The search for new economic models that ensure greater (climate-) system stability, sustainability and distributive justice has long since begun. They are called Post-Growth, Doughnut Economics, Circular or Economy for the Common Good. What they all need to achieve their goals is a new yardstick for economic success.

Up to now, this success has been measured primarily by one key figure: The Gross Domestic Product (GDP). Some say it is just a statistical figure. According to others, like Dirk Philipsen, author of “The Little Big Number”, “GDP growth has become the goal of economic activity” – and for decades no political measure could be imagined that would have led to its decrease.

The strange thing about the “silent dictator” GDP is that it does not even accurately measure economic activity. This is because the textbooks do not offer a clear definition of “economy”. They only define “markets”. But many basic human needs are fulfilled away from markets, though some say exactly those are at the actual core of economic activity.

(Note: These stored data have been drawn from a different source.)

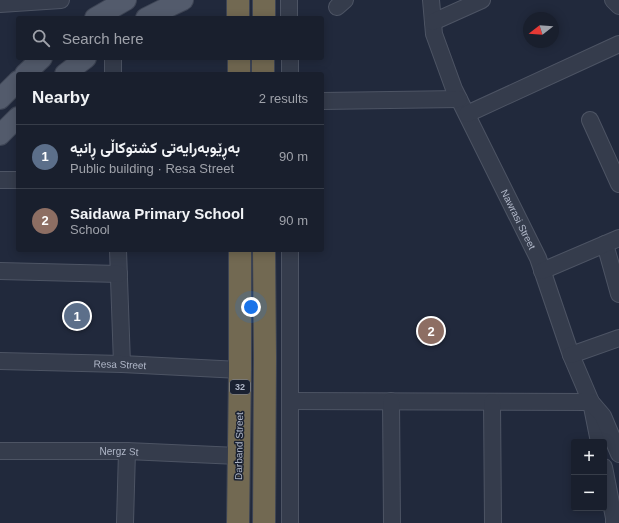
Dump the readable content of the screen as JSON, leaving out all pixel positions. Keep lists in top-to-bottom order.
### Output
{
  "streets": {
    "highway": ["32", "Darband Street"],
    "street": ["Nawrasi Street", "Resa Street", "Nergz St"]
  },
  "crossings": [
    ["Resa Street", "Darband Street"],
    ["Darband Street", "Nergz St"]
  ],
  "north": "left",
  "page": {
    "search": "Search here",
    "heading": ["Nearby", "2 results"],
    "list": [
      {
        "mark": "1",
        "name": "بەڕێوبەرایەتی کشتوکاڵی ڕانیە",
        "note": "Public building · Resa Street",
        "value": "90 m"
      },
      {
        "mark": "2",
        "name": "Saidawa Primary School",
        "note": "School",
        "value": "90 m"
      }
    ],
    "pins": ["1", "2"],
    "map_buttons": ["+", "−"]
  }
}
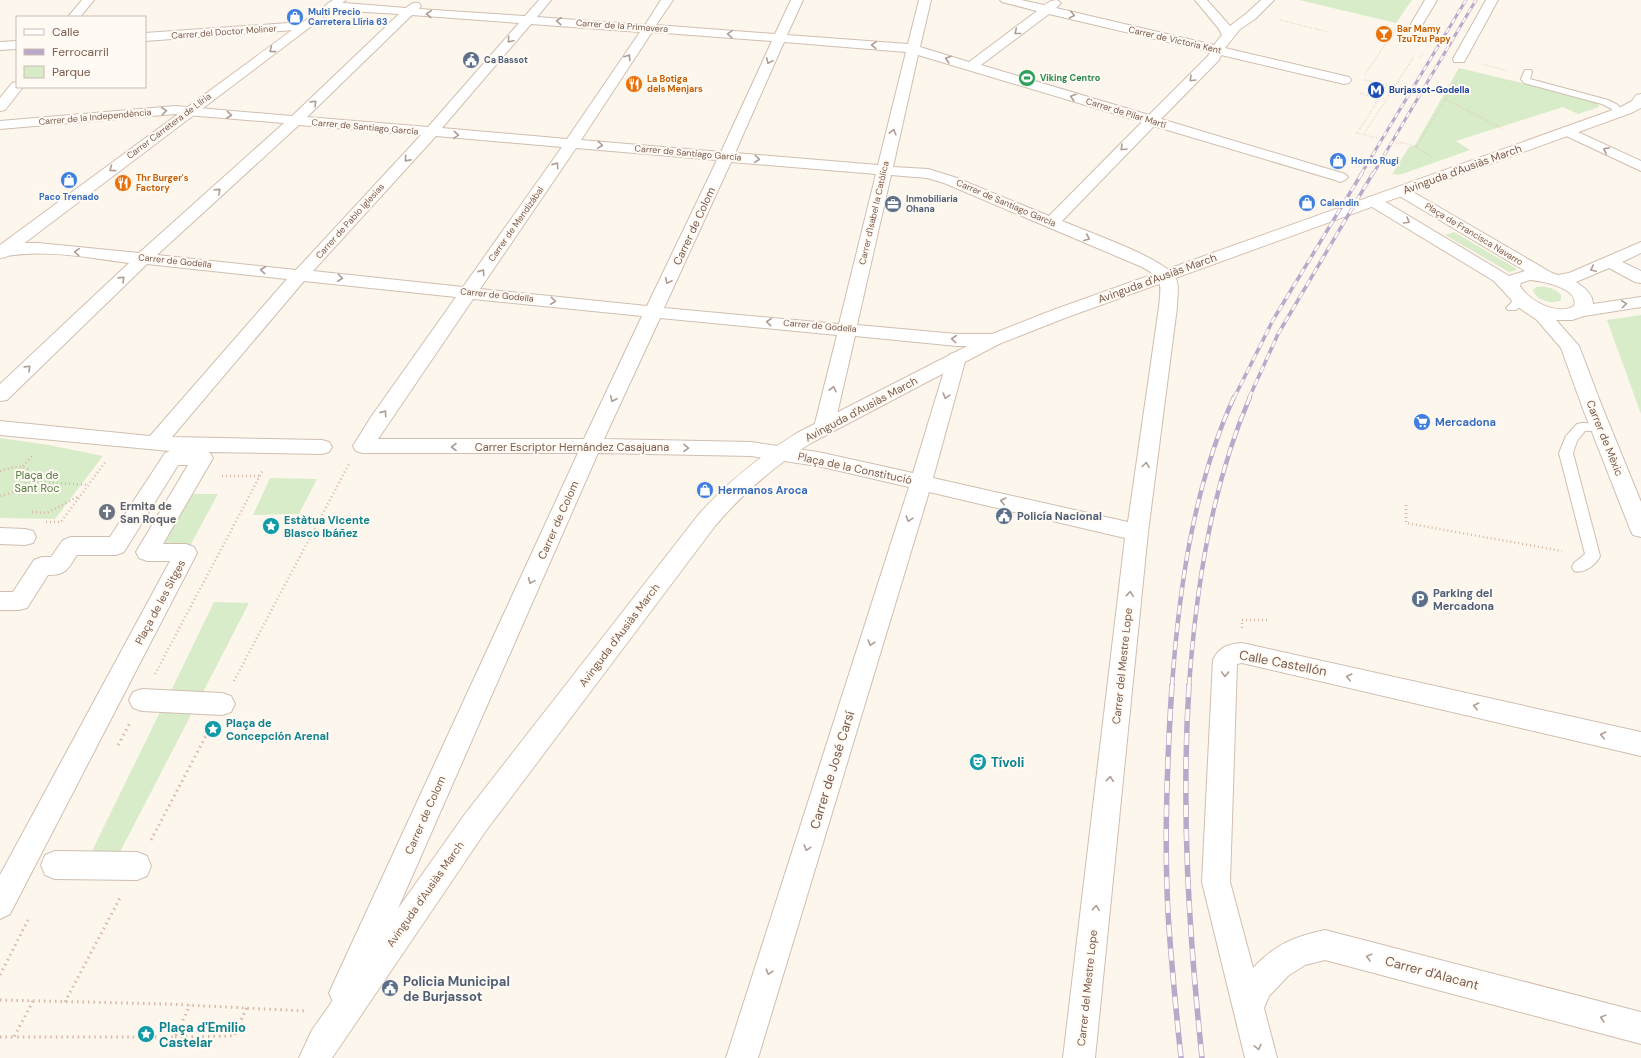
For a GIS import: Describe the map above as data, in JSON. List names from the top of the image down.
{
  "streets": {
    "street": [
      "Carrer de la Primavera",
      "Carrer del Doctor Moliner",
      "Carrer de Victoria Kent",
      "Carrer de Pilar Martí",
      "Carrer de la Independència",
      "Carrer Carretera de Llíria",
      "Carrer de Santiago García",
      "Avinguda d'Ausiàs March",
      "Carrer d'Isabel la Catòlica",
      "Carrer de Pablo Iglesias",
      "Carrer de Mendizábal",
      "Carrer de Colom",
      "Plaça de Francisca Navarro",
      "Carrer de Godella",
      "Carrer de Mèxic",
      "Carrer Escriptor Hernández Casajuana",
      "Plaça de la Constitució",
      "Plaça de les Sitges",
      "Calle Castellón",
      "Carrer del Mestre Lope",
      "Carrer de José Carsí",
      "Carrer d'Alacant"
    ]
  },
  "crossings": [
    ["Carrer de la Primavera", "Carrer de Pilar Martí"],
    ["Carrer de la Primavera", "Carrer Carretera de Llíria"],
    ["Carrer de la Primavera", "Carrer d'Isabel la Catòlica"],
    ["Carrer de la Primavera", "Carrer de Pablo Iglesias"],
    ["Carrer de la Primavera", "Carrer de Mendizábal"],
    ["Carrer de la Primavera", "Carrer de Colom"],
    ["Carrer del Doctor Moliner", "Carrer Carretera de Llíria"],
    ["Carrer de Pilar Martí", "Carrer d'Isabel la Catòlica"],
    ["Carrer de la Independència", "Carrer Carretera de Llíria"],
    ["Carrer de la Independència", "Carrer de Santiago García"],
    ["Carrer Carretera de Llíria", "Carrer de Santiago García"],
    ["Carrer Carretera de Llíria", "Carrer de Godella"],
    ["Carrer de Santiago García", "Avinguda d'Ausiàs March"],
    ["Carrer de Santiago García", "Carrer d'Isabel la Catòlica"],
    ["Carrer de Santiago García", "Carrer de Pablo Iglesias"],
    ["Carrer de Santiago García", "Carrer de Mendizábal"],
    ["Carrer de Santiago García", "Carrer de Colom"],
    ["Carrer de Santiago García", "Carrer del Mestre Lope"],
    ["Avinguda d'Ausiàs March", "Carrer d'Isabel la Catòlica"],
    ["Avinguda d'Ausiàs March", "Carrer de Colom"],
    ["Avinguda d'Ausiàs March", "Plaça de Francisca Navarro"],
    ["Avinguda d'Ausiàs March", "Carrer de Godella"],
    ["Avinguda d'Ausiàs March", "Carrer Escriptor Hernández Casajuana"],
    ["Avinguda d'Ausiàs March", "Plaça de la Constitució"],
    ["Avinguda d'Ausiàs March", "Carrer del Mestre Lope"],
    ["Carrer d'Isabel la Catòlica", "Carrer de Godella"],
    ["Carrer de Pablo Iglesias", "Carrer de Godella"],
    ["Carrer de Mendizábal", "Carrer de Godella"],
    ["Carrer de Mendizábal", "Carrer Escriptor Hernández Casajuana"],
    ["Carrer de Colom", "Carrer de Godella"],
    ["Carrer de Colom", "Carrer Escriptor Hernández Casajuana"],
    ["Plaça de Francisca Navarro", "Carrer de Mèxic"],
    ["Carrer Escriptor Hernández Casajuana", "Plaça de la Constitució"],
    ["Plaça de la Constitució", "Carrer de José Carsí"],
    ["Calle Castellón", "Carrer d'Alacant"]
  ],
  "one_way": [
    "Carrer de la Primavera",
    "Carrer de Victoria Kent",
    "Carrer de Pilar Martí",
    "Carrer de la Independència",
    "Carrer de Santiago García",
    "Carrer d'Isabel la Catòlica",
    "Carrer de Mendizábal",
    "Carrer de Colom",
    "Plaça de la Constitució",
    "Carrer del Mestre Lope",
    "Carrer de José Carsí",
    "Carrer d'Alacant"
  ],
  "parks": ["Plaça de Sant Roc"],
  "places": {
    "shop": [
      "Multi Precio Carretera Llíria 63",
      "Horno Rugi",
      "Paco Trenado",
      "Calandin",
      "Hermanos Aroca"
    ],
    "bar": ["Bar Mamy TzuTzu Papy"],
    "public building": ["Ca Bassot", "Policía Nacional", "Policia Municipal de Burjassot"],
    "sports": ["Viking Centro"],
    "restaurant": ["La Botiga dels Menjars", "Thr Burger's Factory"],
    "metro station": ["Burjassot-Godella"],
    "office": ["Inmobiliaria Ohana"],
    "supermarket": ["Mercadona"],
    "church": ["Ermita de San Roque"],
    "place": ["Estàtua Vicente Blasco Ibáñez", "Plaça de Concepción Arenal", "Plaça d'Emilio Castelar"],
    "parking": ["Parking del Mercadona"],
    "theatre": ["Tívoli"]
  },
  "legend": ["Calle", "Ferrocarril", "Parque"]
}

Others define “prosperity” or “welfare” as the overarching goal of economic activity, or the common good, as various constitutions do (“All economic activity serves the common good” is written in the Bavarian constitution). GDP, which is the second problem, measures none of this, but merely the sum of market transactions that are monetised.

Given this fact, equating “GDP growth” with “economic growth” is strikingly imprecise, but equating GDP growth with economic success is a methodological worst-case scenario.

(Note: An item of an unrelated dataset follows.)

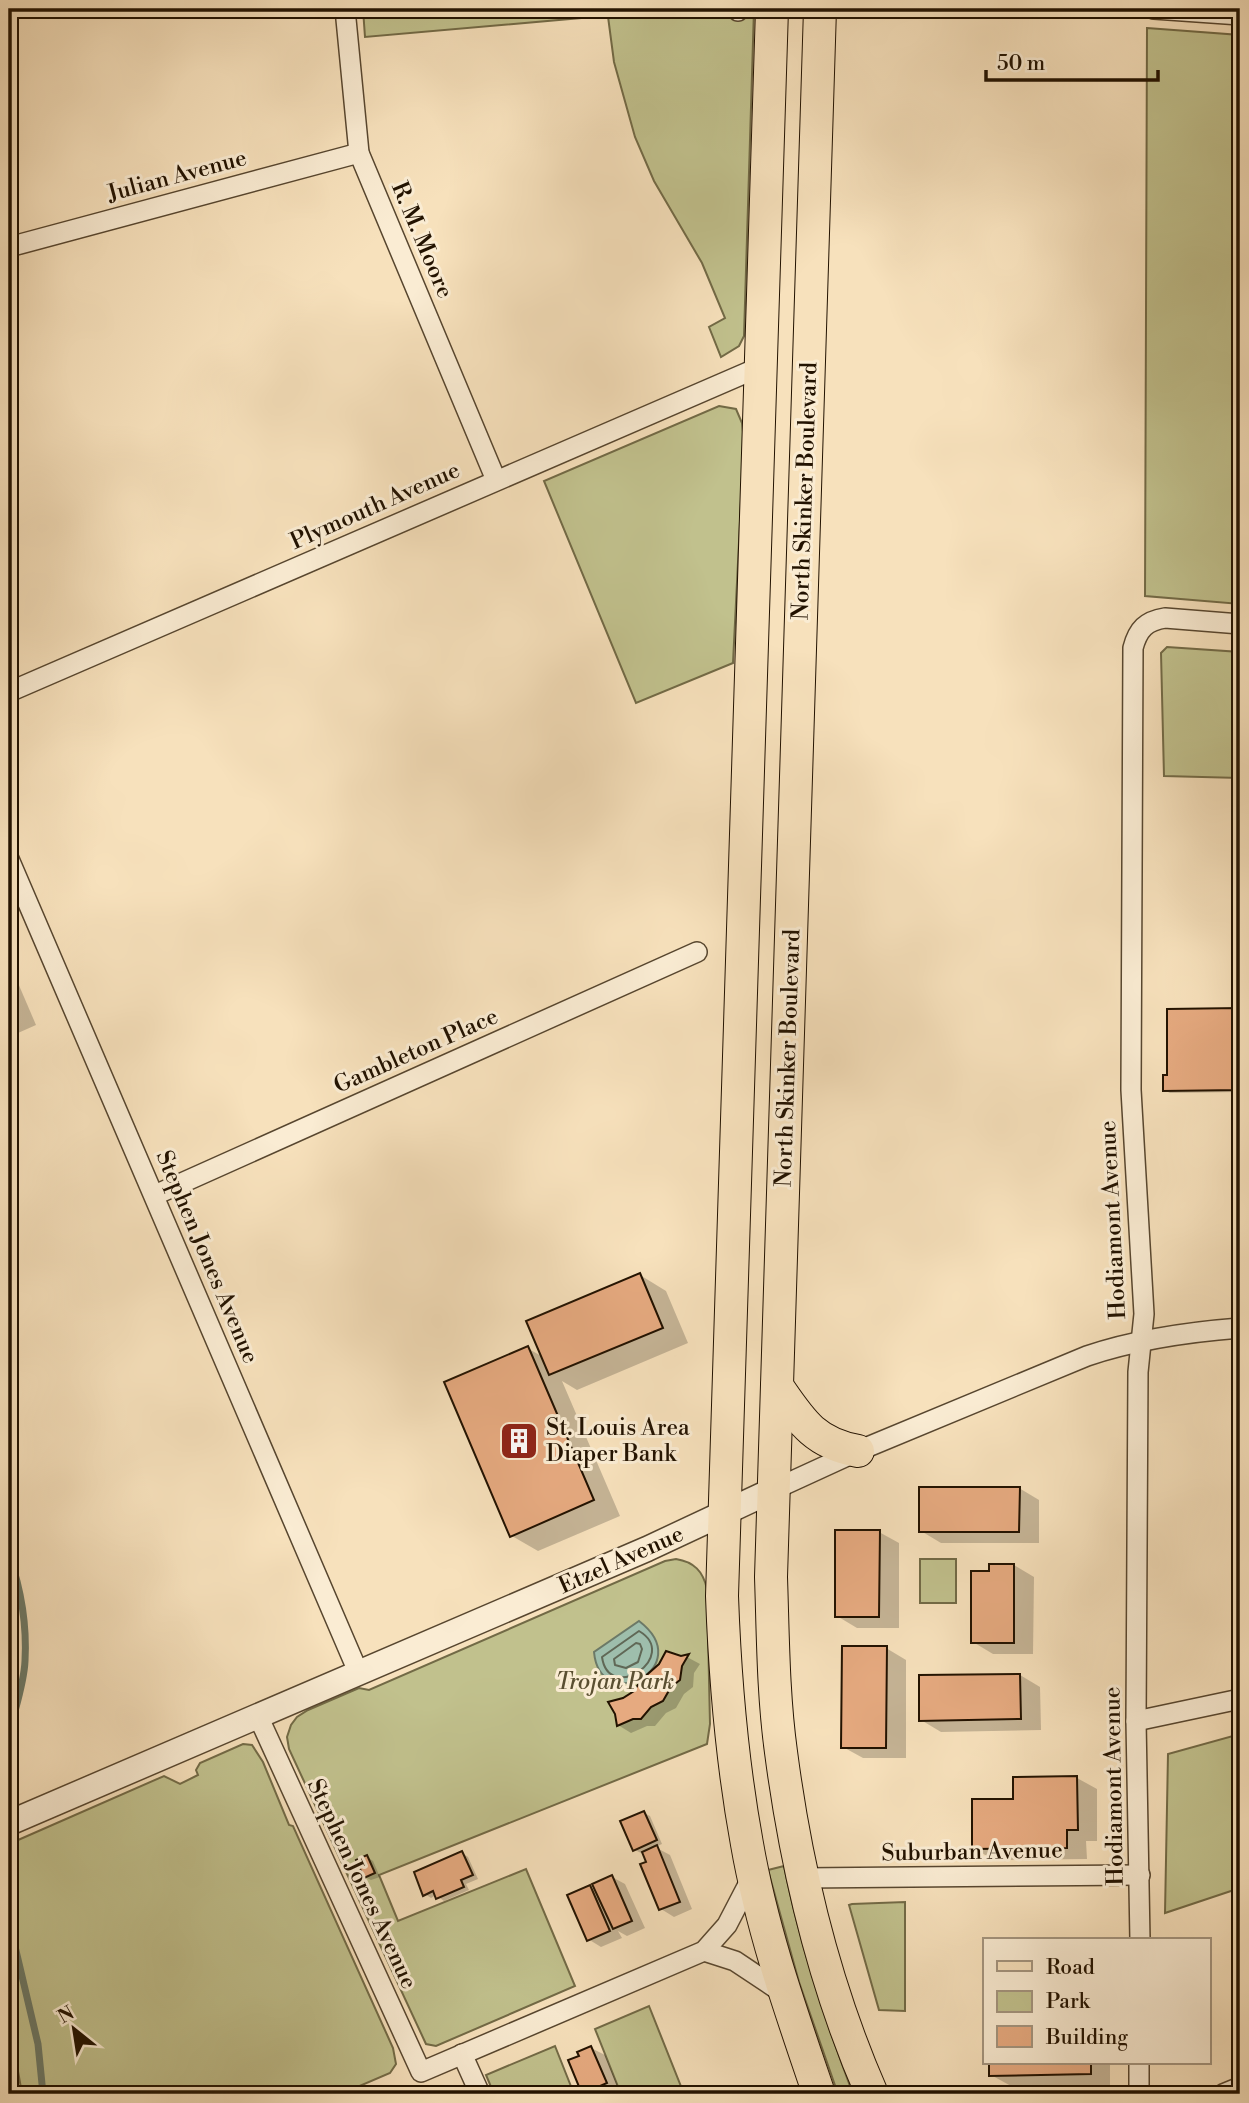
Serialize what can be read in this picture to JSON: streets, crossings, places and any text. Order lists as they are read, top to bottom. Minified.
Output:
{"streets":{"main road":["North Skinker Boulevard"],"street":["Julian Avenue","R. M. Moore","Plymouth Avenue","Gambleton Place","Hodiamont Avenue","Stephen Jones Avenue","Etzel Avenue","Suburban Avenue"]},"crossings":[["Julian Avenue","R. M. Moore"],["R. M. Moore","Plymouth Avenue"],["North Skinker Boulevard","Plymouth Avenue"],["North Skinker Boulevard","Etzel Avenue"],["North Skinker Boulevard","Suburban Avenue"],["Gambleton Place","Stephen Jones Avenue"],["Hodiamont Avenue","Etzel Avenue"],["Hodiamont Avenue","Suburban Avenue"],["Stephen Jones Avenue","Etzel Avenue"]],"parks":["Trojan Park"],"places":{"building":["St. Louis Area Diaper Bank"]},"legend":["Road","Park","Building"],"scale_bar":"50 m","north":"top left"}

Robert Kennedy already formulated in 1968 that GDP “measures everything except that which is worthwhile”, four full years before the first report of the Club of Rome on the limits that exist for growth. Despite growing criticism, GDP staid strong and growth became has nearly become a religion.

Decades passed before the first alternatives emerged. The recently deceased Herman Daly developed the Index of Sustainable Welfare, which carefully supplemented GDP with additional welfare aspects. The Federal Republic of Germany is still caught up in this logic today. GDP is not questioned; in the Annual Economic Report 2022 ” 37 additional indicators in five areas ranging from environmental and climate protection to education, research and innovation are only “presented”. This hardly detracts from the almost unrestricted attention paid to GDP.

Other metrics such as the Happy Planet Index, the Better Life Index, the Common Good Product or Gross National Happiness ask what a good life for all people is about. They come without the compulsion to include monetary metrics. If basic human needs – from drinking water and food to health and education to social security and trust – can be met with monetary income and wealth, that is good and increases the common good outcome. If this is possible without market and monetary transactions, likewise.

A possible trend reversal is emerging: five governments of small countries have officially abandoned GDP as the measure of well-being: Scotland, Finland, New Zealand, Iceland and Portugal. Bhutan is even further ahead: the small country has a tool for evaluating Gross National Happiness (GNH) that calculates the impact of decisions on eco systems, social cohesion or democracy. It was also used before the planned WTO accession. At first, a majority of government members were in favour of accession. Then the data showed that free trade would have a negative impact on the GNH. 17 out of 24 ministers finally voted against.

In a model less focused on GDP (and jobs, of whatever quality) and more on climate stability, biodiversity, distributive justice or meaningfulness, the decision in the Bundestag for the German-Canadian free trade agreement might have been different. In this way of doing business, we would measure and focus our innovation on what really matters.